The Peek Community Eye Health (CEH) system involved vision screening, SMS reminders for follow up appointments and real-time reporting that shows who is accessing follow-up care and treatment.
The system included a decision-guiding app which enabled community volunteers to accurately identify patients in need of referral to eye services.
More than 128,000 people across 36 community unit clusters were seen either through the Peek CEH system (the intervention) or the standard approach of outreach clinics (the control group).
Within the intervention group, volunteers delivered door-to-door screening using the decision-guiding app. If an issue was detected, the patient was referred for triage assessment and received regular SMS reminders about their hospital appointment.
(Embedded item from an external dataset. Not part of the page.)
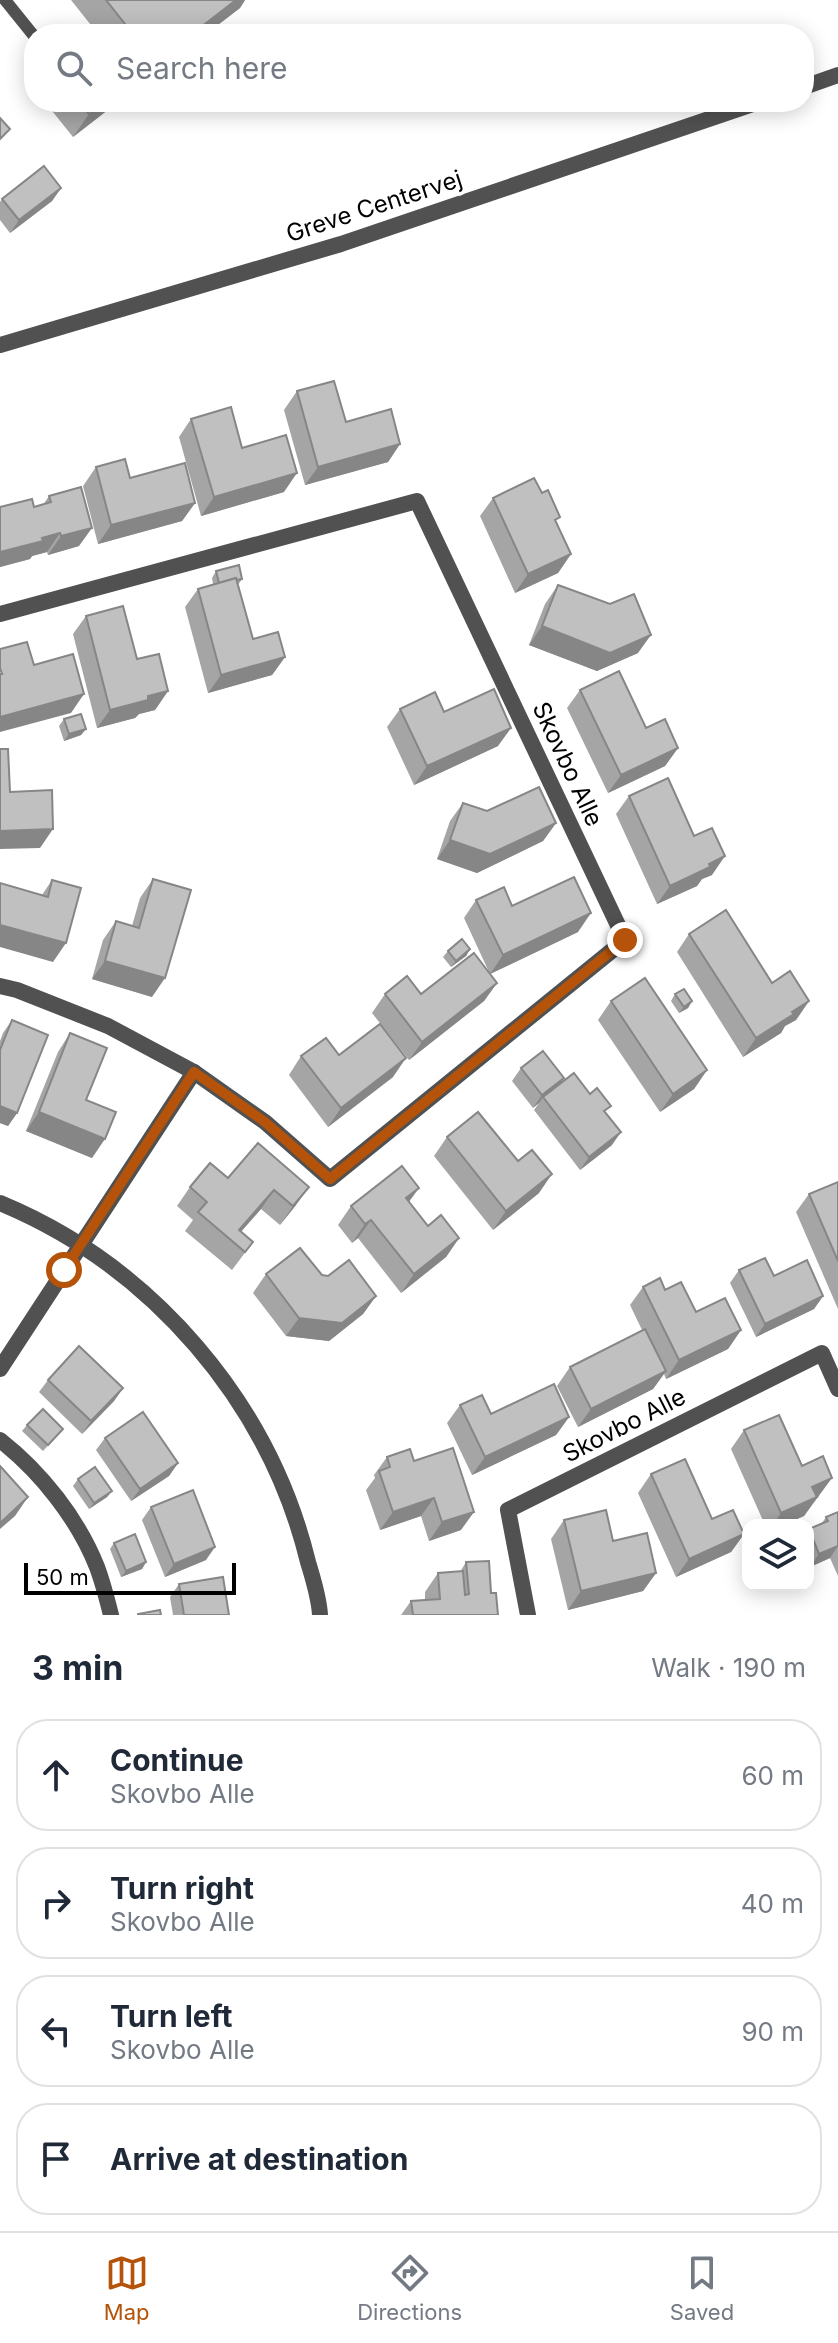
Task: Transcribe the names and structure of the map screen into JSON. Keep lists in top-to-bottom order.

More than double the number of people with eye problems in the intervention group attended hospital appointments compared to those with eye problems in the control group.
Triage appointment attendance was also greater in the intervention group compared to the control group.
Study author, Dr Hillary Rono, shared that his experience as an ophthalmologist in rural Kenya had illustrated the need for innovation to improve access to eye care.
“Our findings show the great potential of using the Peek Community Eye Health system to help ensure that limited health resources are effectively maximised,” he said.
The study was carried out by researchers from the International Centre for Eye Health at the London School of Hygiene & Tropical Medicine, Kitale County Hospital, the University of Nairobi, and Peek Vision.